◆ Your task ◆
Down to the final character, output the records below as they stand.

◆ Available records ◆
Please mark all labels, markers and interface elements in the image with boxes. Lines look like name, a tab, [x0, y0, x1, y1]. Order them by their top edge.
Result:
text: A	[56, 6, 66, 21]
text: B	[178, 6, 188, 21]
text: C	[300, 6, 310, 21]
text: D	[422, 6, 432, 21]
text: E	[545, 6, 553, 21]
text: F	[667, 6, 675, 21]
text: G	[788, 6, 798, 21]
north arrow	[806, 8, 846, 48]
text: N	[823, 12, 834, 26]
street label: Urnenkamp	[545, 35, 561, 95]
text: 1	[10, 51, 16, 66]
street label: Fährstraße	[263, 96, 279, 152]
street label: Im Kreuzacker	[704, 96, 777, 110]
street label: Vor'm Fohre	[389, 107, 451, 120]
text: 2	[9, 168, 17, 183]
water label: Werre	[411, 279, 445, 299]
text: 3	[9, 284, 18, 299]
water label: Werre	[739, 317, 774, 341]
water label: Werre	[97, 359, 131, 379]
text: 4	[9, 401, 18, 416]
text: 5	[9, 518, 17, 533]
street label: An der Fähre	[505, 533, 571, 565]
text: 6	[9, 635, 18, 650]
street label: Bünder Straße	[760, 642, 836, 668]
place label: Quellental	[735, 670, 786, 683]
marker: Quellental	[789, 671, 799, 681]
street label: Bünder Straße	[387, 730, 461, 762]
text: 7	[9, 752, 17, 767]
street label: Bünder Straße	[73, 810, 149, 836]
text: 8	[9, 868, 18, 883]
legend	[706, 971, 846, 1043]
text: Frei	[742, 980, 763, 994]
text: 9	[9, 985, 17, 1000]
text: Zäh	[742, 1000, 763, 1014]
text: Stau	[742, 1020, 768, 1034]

◆ Solution below ◆
Please mark all labels, markers and interface elements in the image with boxes. Lines look like name, a tab, [x0, y0, x1, y1]. Order them by their top edge.
Result:
text: A	[56, 6, 66, 21]
text: B	[178, 6, 188, 21]
text: C	[300, 6, 310, 21]
text: D	[422, 6, 432, 21]
text: E	[545, 6, 553, 21]
text: F	[667, 6, 675, 21]
text: G	[788, 6, 798, 21]
north arrow	[806, 8, 846, 48]
text: N	[823, 12, 834, 26]
street label: Urnenkamp	[545, 35, 561, 95]
text: 1	[10, 51, 16, 66]
street label: Fährstraße	[263, 96, 279, 152]
street label: Im Kreuzacker	[704, 96, 777, 110]
street label: Vor'm Fohre	[389, 107, 451, 120]
text: 2	[9, 168, 17, 183]
water label: Werre	[411, 279, 445, 299]
text: 3	[9, 284, 18, 299]
water label: Werre	[739, 317, 774, 341]
water label: Werre	[97, 359, 131, 379]
text: 4	[9, 401, 18, 416]
text: 5	[9, 518, 17, 533]
street label: An der Fähre	[505, 533, 571, 565]
text: 6	[9, 635, 18, 650]
street label: Bünder Straße	[760, 642, 836, 668]
place label: Quellental	[735, 670, 786, 683]
marker: Quellental	[789, 671, 799, 681]
street label: Bünder Straße	[387, 730, 461, 762]
text: 7	[9, 752, 17, 767]
street label: Bünder Straße	[73, 810, 149, 836]
text: 8	[9, 868, 18, 883]
legend	[706, 971, 846, 1043]
text: Frei	[742, 980, 763, 994]
text: 9	[9, 985, 17, 1000]
text: Zäh	[742, 1000, 763, 1014]
text: Stau	[742, 1020, 768, 1034]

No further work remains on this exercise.